I contacted The Helen Steiner Rice Foundation and asked them if the late Ms. Rice was the original author of the poem. Their response:

Mrs. Rice is indeed the author of the Christmas poem. She wrote it as her personal Christmas Card in 1949. Others on the Internet are taking credit for this poem, and our legal team is aware of the problem.

From Googling, I see that the author is listed as unknown, as Ms. Pilkington, or as Ms. Rice. I surely don’t wish to get caught in the middle of this mess, so I have removed the poem from my web site, except for the line quoted above.

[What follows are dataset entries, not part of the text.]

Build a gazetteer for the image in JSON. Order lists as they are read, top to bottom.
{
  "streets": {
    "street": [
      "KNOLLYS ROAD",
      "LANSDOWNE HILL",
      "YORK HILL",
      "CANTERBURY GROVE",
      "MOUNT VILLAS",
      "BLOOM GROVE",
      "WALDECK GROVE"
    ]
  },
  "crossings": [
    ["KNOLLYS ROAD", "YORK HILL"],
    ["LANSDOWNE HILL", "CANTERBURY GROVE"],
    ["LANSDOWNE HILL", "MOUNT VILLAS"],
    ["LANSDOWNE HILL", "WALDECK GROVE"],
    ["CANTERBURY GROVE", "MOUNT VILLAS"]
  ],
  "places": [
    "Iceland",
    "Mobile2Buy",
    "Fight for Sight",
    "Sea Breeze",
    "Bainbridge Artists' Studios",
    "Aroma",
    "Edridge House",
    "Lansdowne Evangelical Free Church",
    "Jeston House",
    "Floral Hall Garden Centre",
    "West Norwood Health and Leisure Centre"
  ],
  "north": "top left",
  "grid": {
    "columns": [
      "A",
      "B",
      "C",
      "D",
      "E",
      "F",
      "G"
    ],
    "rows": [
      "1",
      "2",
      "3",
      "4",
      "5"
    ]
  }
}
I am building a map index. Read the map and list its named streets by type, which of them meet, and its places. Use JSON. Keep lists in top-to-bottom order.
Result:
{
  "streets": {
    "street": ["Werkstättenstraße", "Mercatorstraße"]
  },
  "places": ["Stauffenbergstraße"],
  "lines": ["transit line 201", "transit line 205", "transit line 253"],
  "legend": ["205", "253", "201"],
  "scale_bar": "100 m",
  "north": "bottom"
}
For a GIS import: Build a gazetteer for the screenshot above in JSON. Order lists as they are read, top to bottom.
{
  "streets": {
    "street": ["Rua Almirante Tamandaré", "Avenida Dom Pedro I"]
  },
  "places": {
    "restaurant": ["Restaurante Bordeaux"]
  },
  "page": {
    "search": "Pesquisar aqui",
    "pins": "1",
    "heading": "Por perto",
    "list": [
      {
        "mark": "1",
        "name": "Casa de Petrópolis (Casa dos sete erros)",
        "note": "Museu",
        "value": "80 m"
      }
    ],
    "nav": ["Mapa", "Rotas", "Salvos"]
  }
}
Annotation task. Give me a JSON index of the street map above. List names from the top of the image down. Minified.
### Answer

What I Don’t Miss About Working in Washington DC

It’s now been two weeks since I left my full-time job for the Center for Democracy & Technology to become a stay-at-home contractor. And there are a few things I don’t miss about being in DC:

  1. Spending at least one hour each way traveling
  2. The sounds of people yakking on their cell phones on the bus
  3. Having to get up around 5:45 each morning
  4. Seeing my bus pass me by on my way to the stop
  5. Stupid police not allowing me to walk through Lafayette Square while White House employees can
  6. Idiots like the tractor nut, or the van-full-of-explosives-at-the-White-House-gate nut.
  7. Rude bus drivers
  8. The chance of being killed by terrorists (I was in DC two blocks from the White House on 9/11)

Odd, almost all of these are directly related to commuting headaches and problems.

What I Miss About Working in Washington DC

It’s now been two weeks since I left my full-time job for the Center for Democracy & Technology to become a stay-at-home contractor. And there are a few things I miss about being in DC:

  1. Seeing the monuments from up close (from the car or bus window usually)
  2. Waiting for the evening bus at the White House
  3. Being stopped in traffic when the Vice President goes by on his way to work
  4. The tourists running around taking pictures of everything
  5. The trees and flowers when they bloom in the Spring

The Donald’s Most Important Real-life Advice

From Guy Kawasaki’s blog, an interview with Donald Trump

Question: TV is TV, real life is real life: What’s the most important real-life advice you can give to an entrepreneur?

Answer: You have to love what you do. Without passion, great success is hard to come by. An entrepreneur will have tough times if he or she isn’t passionate about what they’re doing. People who love what they’re doing don’t give up. It’s never even a consideration. It’s a pretty simple formula.

I think that’s one reason why I’m leaving my full-time day job as the webmaster for the Center for Democracy & Technology, and going to stay at home and work on some web projects that I am having a blast doing. CDT still is doing great, important work, but I’m not loving slogging through HTMLizing pages, and spending two hours a day commuting.